Kisah nyata dari Eep
Sudah hampir dua minggu ini saya memasang papan perlombaan di rumah. Papan perlombaan tersebut berisi berbagai macam lomba, di antaranya: lomba makan, lomba mandi, lomba beres-beres, lomba minum vitamin, lomba pakai sepatu, dan lomba ganti baju seragam. Kami mencatat poin lomba tersebut. Eh lupa.. ya perlombaan tersebut itu pesertanya adalah anak-anak kami . Cara ini sampai saat ini masih terbilang ampuh. Dari 20 point terkumpul, kami akan berikan hadiah. Ada buku gambar, buku cerita, kuas lukis, dll.
Rupanya, pola memberikan penghargaan ternyata lebih mengena. Minggu lalu kami berbuat kesalahan kepada anak kami yang pertama. Dia tidak mau mandi dan sekolah karena adiknya libur. Dia ingin libur juga. Bujukan demi bujukan berlalu, dia tetap tidak mau sekolah. Akhirnya kami pakai cara “kekerasan”, yaitu memaksa dia mandi dan pakai seragam. Sungguh diluar sangkaan, dia berteriak-teriak marah. Sampai mengancam mau pergi dari rumah dan bahkan beranjak ke dapur mau ambil pisau, katanya biar Teteh mati aja.
Wah-wah…., kami sungguh tidak menyangka bisa sejauh itu pikiran seorang anak kecil. Kami menduga, ini pasti pengaruh dari tayangan sinetron jaman dulu sebelum kami pindah ke Indovision. Tiap hari dicekokin adegan marah-marah di sinetron televisi. Anak berani berbuat jahat sama gurunya, sama pembantunya, sama orang tuanya membangkang. Lalu perkatannya kasar dan kotor. Sedih kami jadinya. Makanya, semua tayangan televisi Indonesia kami kunci. Anak-anak hanya boleh menonton Cartoon Network, Disney Channel, dan Vision Baby (Halow Pocoyo.. apa kabar..? ).

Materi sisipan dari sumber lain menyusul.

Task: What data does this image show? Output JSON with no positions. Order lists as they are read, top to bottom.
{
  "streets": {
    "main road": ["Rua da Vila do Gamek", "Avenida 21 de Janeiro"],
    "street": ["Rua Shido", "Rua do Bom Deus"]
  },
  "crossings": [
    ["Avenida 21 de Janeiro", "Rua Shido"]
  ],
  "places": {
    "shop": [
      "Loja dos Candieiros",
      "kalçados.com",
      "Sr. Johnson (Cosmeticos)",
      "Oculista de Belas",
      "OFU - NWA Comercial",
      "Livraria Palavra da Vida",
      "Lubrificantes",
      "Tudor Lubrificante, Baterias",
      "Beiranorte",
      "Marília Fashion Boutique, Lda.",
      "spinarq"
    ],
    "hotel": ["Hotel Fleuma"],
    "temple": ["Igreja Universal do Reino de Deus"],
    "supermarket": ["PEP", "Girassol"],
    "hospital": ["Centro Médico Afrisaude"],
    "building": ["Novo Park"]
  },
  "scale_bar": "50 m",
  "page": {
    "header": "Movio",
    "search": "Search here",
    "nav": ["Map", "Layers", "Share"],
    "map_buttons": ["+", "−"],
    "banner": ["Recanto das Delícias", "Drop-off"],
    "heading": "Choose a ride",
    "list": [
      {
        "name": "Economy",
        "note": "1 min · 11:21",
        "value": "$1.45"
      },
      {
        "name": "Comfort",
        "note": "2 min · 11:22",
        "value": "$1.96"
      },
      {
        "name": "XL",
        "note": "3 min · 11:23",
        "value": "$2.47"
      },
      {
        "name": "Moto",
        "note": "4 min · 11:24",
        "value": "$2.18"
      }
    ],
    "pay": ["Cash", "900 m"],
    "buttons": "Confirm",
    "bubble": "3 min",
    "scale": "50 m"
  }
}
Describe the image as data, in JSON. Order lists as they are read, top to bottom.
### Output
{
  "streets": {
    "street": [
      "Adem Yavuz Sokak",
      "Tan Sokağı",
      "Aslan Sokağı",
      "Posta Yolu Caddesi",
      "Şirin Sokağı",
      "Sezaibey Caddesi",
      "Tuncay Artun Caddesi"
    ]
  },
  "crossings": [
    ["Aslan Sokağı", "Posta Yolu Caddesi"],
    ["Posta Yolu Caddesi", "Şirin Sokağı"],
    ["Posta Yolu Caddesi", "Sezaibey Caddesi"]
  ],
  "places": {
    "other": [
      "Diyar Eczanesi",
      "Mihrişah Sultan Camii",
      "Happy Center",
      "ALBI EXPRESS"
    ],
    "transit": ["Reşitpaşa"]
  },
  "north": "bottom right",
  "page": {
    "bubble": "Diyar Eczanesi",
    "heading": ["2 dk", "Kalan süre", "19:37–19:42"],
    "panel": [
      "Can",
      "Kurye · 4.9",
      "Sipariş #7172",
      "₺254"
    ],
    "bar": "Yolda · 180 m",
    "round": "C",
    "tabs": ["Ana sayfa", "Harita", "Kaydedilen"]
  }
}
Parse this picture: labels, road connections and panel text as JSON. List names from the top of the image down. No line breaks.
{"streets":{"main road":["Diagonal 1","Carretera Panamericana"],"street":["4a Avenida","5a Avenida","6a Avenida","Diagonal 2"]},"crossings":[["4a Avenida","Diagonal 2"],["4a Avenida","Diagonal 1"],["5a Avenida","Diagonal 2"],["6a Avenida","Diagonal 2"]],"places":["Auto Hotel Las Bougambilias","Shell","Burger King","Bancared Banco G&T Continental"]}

Dalam obrolan dengan kawan saya, pada dasarnya manusia memang lebih menyukai diberi penghargaan daripada diberi kritikan. Apalagi diberikan hukuman. Bahkan, kadangkala diberi hukuman oleh Tuhan pun, manusia masih saja tidak terima.
Reward dan punishment, kita harus pandai-pandai menggunakannya, kapan dan dimana.
1 komentar:
Terima kasih atas sharenya..
tapi ada beberapa hal yang saya cermati. Reward itu bagus dan memang setiap orang menyukai itu tapi ada sisi negatif yang perlu diantisipasi. reward adalah bentuk stimulus, apabila kita melatih anak dengan stimulus pemberian hadiah untuk suatu tindakan maka akan sangat berbahaya apa bila hal ini akan membentuk karakter anak menjadi reward oriented, pola pikirnya akan terbantuk bahwa "tidak ada hadiah tidak ada tindakan". Menurut pendapat saya yang terbaik dalam mendidik anak atau siapapun (karyawan, dll) adalah menanamkan pentingnya memenuhi tanggung jawab dalam hal ini tanggung jawab pribadi,mendidik menjadi manusia yang bertanggung jawab. apabila diibaratkan pemberian hadiah adalah cara yang dilakukan oleh seorang pawang dikebun binatang agar binatang yang ia latih mau melakukan gerakan-gerakan yang unik sehingga menarik untuk di tonton. Kesadaran, Jiwa, rasa tanggung jawab adalah hal yang membedakan manusia dengan hewan. Jangan sampai terjadi dimana suatu saat anak anda meminta pesawat terbang atau mobil Ferari yang mungkin tidak mampu anda beli supaya mereka mau berangkat kesekolan.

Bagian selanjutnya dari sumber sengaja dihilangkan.